Mr Costa, who represents the South Leicestershire constituency where Lynda Mann and Dawn Ashworth were brutally raped and murdered in 1983 and 1986 respectively, led a campaign to oppose Pitchfork’s release.
He said: “I am extremely saddened and deeply disappointed that the convicted child rapist and killer Colin Pitchfork has today been released from prison.
“Since I was first elected MP for South Leicestershire, where Pitchfork’s heinous crimes took place, I have worked tirelessly on behalf of my constituents and countless others to oppose his release.
“While I respect the Parole Board’s decision to reject the Government’s challenge against his release, I do not agree with it. In my view, Pitchfork still presents a very real danger to the public.”
The MP was successful in lobbying the Government to challenge the Parole Board’s initial decision to release the convicted child killer under the ‘reconsideration mechanism’ that allows parole decisions to be formally reviewed if the decision to release a prisoner was viewed to be irrational or unreasonable.
But the Parole Board for England and Wales rejected the challenge – allowing Pitchfork, now known as David Thorpe, to walk.
Mr Costa added: “This case has made clear that the Parole Board’s opaque practices and processes must be reformed, and the system must work better for victims and their families, and I very much look forward to helping to shape the system for the better in the Government’s forthcoming root and branch review of the Parole Board.

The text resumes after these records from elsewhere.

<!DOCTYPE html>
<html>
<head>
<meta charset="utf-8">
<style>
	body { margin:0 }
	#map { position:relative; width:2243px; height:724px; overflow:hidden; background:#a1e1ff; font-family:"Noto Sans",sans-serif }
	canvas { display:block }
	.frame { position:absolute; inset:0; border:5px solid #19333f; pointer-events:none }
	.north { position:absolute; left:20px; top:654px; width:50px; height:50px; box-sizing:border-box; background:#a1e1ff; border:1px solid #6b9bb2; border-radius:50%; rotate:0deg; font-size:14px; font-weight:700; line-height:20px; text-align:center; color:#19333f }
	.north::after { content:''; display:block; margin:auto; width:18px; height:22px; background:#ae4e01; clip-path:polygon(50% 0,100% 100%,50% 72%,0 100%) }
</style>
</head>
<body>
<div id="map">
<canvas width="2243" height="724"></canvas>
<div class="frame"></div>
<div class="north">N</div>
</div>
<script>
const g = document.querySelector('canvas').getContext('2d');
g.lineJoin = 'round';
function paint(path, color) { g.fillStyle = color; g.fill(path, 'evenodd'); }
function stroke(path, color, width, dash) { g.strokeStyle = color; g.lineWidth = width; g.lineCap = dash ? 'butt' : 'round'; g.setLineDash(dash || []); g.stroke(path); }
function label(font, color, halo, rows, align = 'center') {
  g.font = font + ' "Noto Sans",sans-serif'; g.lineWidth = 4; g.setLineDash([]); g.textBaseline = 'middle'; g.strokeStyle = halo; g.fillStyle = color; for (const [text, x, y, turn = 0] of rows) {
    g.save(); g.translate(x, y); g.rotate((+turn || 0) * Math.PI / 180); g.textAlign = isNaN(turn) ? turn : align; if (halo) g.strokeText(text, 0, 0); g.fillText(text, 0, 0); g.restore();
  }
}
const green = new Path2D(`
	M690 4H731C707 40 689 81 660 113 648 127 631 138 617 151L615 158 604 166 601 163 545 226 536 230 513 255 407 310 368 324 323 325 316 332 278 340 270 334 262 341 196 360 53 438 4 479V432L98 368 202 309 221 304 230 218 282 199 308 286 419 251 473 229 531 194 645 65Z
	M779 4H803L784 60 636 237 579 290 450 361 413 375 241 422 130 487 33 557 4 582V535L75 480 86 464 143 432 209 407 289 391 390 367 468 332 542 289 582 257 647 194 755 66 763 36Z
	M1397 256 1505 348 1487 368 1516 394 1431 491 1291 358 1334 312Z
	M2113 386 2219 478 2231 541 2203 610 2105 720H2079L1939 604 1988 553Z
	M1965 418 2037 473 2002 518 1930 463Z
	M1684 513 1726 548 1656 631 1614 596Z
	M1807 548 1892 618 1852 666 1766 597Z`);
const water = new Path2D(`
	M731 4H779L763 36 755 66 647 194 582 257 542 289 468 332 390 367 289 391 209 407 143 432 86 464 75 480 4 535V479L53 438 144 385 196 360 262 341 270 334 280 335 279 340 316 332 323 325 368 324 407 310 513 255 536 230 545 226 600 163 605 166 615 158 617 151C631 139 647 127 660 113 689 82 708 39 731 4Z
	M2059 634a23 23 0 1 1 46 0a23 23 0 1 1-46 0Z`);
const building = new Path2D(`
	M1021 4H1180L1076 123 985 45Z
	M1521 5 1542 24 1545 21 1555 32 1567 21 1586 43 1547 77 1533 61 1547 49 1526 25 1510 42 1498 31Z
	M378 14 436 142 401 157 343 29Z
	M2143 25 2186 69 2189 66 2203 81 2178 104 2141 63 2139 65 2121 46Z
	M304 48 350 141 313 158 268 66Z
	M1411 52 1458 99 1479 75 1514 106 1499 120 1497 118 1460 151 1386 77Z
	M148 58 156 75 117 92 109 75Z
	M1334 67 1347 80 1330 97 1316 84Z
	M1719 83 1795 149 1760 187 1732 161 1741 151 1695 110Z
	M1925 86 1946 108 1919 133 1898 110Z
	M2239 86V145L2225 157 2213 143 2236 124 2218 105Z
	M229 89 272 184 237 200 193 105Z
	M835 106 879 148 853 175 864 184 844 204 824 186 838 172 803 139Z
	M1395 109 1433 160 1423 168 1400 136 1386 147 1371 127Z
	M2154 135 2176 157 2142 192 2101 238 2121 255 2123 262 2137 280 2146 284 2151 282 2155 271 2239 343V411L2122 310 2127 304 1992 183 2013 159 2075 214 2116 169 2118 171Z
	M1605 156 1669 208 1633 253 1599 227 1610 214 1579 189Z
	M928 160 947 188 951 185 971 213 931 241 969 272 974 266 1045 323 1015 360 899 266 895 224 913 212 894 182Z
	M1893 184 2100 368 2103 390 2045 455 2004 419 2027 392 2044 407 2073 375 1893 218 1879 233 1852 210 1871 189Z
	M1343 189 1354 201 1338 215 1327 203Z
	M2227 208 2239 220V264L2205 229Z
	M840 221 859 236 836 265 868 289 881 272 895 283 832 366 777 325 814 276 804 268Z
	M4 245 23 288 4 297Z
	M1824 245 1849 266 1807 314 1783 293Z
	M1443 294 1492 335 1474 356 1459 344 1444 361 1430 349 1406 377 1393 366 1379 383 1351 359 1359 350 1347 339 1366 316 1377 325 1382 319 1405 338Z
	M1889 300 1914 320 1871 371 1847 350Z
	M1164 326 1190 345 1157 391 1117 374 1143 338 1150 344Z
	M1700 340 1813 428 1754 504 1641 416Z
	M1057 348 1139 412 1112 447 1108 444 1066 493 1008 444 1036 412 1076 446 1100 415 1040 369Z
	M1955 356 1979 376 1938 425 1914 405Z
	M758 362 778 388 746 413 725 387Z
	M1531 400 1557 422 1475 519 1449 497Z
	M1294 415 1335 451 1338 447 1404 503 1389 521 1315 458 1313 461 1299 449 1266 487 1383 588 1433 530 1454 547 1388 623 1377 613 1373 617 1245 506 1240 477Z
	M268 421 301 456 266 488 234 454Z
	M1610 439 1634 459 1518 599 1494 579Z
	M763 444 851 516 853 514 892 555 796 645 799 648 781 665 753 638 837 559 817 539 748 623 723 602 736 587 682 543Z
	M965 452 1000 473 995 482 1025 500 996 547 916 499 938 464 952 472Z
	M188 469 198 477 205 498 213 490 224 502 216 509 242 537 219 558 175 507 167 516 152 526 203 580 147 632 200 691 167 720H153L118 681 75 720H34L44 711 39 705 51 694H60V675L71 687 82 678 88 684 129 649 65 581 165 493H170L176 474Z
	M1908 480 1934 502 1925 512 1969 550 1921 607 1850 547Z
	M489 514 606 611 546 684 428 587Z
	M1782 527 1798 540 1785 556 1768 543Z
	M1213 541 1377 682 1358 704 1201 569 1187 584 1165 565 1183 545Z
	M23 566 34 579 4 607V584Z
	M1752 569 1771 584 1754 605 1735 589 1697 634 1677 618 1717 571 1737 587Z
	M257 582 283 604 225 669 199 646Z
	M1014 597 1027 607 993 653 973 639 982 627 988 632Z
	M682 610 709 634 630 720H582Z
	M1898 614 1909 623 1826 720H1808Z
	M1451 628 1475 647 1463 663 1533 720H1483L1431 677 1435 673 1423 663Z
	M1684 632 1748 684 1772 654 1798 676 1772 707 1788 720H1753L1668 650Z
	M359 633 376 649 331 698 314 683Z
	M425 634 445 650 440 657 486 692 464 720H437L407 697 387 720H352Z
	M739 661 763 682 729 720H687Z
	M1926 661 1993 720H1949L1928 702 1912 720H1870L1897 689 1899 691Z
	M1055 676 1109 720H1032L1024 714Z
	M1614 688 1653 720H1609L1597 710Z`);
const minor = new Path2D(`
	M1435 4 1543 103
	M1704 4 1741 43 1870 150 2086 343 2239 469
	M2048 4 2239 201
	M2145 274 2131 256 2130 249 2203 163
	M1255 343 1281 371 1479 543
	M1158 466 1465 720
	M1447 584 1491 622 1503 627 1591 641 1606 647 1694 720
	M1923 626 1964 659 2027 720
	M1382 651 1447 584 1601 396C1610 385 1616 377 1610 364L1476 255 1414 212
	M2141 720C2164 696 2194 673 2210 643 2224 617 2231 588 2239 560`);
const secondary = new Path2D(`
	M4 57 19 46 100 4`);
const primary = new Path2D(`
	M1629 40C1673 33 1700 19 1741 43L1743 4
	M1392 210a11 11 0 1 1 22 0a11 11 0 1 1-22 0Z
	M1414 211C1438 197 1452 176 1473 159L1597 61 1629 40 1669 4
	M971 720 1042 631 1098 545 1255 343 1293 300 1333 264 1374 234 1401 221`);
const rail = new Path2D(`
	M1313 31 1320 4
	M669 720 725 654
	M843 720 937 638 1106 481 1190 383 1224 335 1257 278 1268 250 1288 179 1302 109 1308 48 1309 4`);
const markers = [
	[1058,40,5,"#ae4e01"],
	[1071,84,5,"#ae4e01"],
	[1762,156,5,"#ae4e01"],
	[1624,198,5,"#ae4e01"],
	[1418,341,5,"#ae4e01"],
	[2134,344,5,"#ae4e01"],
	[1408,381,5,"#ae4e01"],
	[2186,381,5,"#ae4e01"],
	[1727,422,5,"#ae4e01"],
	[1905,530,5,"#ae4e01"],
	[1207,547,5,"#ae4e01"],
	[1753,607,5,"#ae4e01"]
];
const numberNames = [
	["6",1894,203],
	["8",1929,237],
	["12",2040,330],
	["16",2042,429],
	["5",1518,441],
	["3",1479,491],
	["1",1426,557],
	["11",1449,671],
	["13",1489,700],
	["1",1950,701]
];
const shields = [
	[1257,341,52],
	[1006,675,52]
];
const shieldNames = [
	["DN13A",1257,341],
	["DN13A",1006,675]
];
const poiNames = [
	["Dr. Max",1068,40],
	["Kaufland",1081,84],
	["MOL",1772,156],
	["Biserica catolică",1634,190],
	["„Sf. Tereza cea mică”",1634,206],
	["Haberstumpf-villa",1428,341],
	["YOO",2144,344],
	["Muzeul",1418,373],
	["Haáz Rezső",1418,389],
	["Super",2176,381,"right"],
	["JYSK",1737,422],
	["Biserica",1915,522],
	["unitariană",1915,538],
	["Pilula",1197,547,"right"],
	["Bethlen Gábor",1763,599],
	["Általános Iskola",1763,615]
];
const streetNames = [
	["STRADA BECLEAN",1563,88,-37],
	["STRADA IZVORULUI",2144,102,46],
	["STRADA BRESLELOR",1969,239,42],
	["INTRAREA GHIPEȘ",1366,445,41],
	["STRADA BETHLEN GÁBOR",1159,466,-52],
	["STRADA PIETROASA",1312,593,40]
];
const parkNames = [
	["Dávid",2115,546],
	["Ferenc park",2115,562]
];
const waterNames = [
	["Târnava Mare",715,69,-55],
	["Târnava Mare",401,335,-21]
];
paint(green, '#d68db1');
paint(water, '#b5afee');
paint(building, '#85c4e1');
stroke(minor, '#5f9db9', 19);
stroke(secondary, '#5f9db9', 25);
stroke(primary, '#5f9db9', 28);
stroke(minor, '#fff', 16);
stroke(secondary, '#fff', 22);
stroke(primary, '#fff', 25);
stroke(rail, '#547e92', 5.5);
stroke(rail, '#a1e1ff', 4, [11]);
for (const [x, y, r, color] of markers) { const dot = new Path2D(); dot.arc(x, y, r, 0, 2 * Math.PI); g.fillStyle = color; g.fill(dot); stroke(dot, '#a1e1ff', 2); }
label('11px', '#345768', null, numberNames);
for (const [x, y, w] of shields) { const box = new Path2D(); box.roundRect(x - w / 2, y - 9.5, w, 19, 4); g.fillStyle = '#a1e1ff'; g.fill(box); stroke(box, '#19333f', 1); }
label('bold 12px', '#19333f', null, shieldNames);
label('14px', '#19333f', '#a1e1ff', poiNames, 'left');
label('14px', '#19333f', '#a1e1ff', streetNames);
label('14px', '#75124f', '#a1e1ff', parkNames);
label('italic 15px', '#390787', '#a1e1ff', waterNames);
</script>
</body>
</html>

“Questions will of course remain as to whether someone who has committed such heinous crimes should ever be released, in cases such as these where two innocent girls were murdered in the most horrendous fashion, life should simply mean life.

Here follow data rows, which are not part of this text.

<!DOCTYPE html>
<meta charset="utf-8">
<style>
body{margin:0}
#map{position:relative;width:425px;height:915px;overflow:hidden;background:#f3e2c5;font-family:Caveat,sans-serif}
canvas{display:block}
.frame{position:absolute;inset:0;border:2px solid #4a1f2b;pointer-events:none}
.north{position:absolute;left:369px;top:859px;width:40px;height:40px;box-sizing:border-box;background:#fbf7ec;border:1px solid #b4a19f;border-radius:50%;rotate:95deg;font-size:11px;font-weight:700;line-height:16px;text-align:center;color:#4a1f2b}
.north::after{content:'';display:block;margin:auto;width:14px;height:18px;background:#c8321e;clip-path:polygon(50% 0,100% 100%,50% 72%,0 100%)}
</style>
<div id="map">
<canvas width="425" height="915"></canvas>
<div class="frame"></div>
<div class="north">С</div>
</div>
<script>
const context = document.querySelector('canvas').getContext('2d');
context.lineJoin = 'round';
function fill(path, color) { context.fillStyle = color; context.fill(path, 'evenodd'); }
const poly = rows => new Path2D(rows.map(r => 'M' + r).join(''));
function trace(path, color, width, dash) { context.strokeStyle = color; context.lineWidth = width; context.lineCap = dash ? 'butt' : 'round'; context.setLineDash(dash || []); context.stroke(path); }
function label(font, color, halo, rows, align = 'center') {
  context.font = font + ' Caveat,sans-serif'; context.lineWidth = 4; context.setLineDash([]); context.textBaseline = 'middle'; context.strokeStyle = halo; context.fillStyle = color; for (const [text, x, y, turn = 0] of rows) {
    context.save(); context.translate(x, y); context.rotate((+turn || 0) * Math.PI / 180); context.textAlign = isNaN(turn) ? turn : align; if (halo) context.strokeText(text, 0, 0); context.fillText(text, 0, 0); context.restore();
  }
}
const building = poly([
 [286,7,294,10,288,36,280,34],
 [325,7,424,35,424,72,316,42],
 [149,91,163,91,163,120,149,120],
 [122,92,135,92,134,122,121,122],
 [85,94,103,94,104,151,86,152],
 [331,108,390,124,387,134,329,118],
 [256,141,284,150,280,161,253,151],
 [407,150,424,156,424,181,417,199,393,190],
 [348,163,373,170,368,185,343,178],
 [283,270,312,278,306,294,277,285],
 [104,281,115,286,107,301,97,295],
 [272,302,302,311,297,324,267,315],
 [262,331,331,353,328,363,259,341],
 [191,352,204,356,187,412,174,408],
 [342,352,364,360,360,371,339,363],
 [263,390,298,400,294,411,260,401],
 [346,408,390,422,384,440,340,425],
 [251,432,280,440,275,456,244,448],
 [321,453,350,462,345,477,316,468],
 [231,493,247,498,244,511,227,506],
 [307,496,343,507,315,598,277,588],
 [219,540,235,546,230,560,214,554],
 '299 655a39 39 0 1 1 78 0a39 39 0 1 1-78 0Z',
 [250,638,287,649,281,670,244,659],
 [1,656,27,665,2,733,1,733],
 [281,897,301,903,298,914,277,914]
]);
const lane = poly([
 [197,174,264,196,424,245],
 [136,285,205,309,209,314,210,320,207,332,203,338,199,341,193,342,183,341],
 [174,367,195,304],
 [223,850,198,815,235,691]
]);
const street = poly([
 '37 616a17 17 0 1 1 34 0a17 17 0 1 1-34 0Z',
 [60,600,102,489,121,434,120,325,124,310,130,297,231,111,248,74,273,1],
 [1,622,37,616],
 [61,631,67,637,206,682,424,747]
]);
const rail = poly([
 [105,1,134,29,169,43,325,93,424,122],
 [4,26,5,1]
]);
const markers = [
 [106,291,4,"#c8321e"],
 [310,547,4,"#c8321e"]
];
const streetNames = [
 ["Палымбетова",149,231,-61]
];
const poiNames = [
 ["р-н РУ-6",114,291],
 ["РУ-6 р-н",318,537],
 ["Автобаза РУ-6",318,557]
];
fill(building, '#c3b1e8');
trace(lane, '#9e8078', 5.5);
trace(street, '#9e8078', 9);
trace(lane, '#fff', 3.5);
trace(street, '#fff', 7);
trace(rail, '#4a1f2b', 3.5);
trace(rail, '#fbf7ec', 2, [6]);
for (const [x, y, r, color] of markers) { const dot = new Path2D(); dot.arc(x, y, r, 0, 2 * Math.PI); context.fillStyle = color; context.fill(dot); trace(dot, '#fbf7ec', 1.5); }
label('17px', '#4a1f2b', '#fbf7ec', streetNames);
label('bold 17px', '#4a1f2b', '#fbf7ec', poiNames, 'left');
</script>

“My thoughts today, as ever, are with the families of Lynda Mann and Dawn Ashworth.”
It is understood that Pitchfork will have to wear an electronic tag, face restrictions on using the internet and is banned from going near relatives of his victims following his release.
The Ministry of Justice said: “Public safety is our top priority, which is why he will be subject to some of the strictest licence conditions ever set and remain under supervision for the rest of his life.
“If he breaches these conditions, he faces an immediate return to prison.”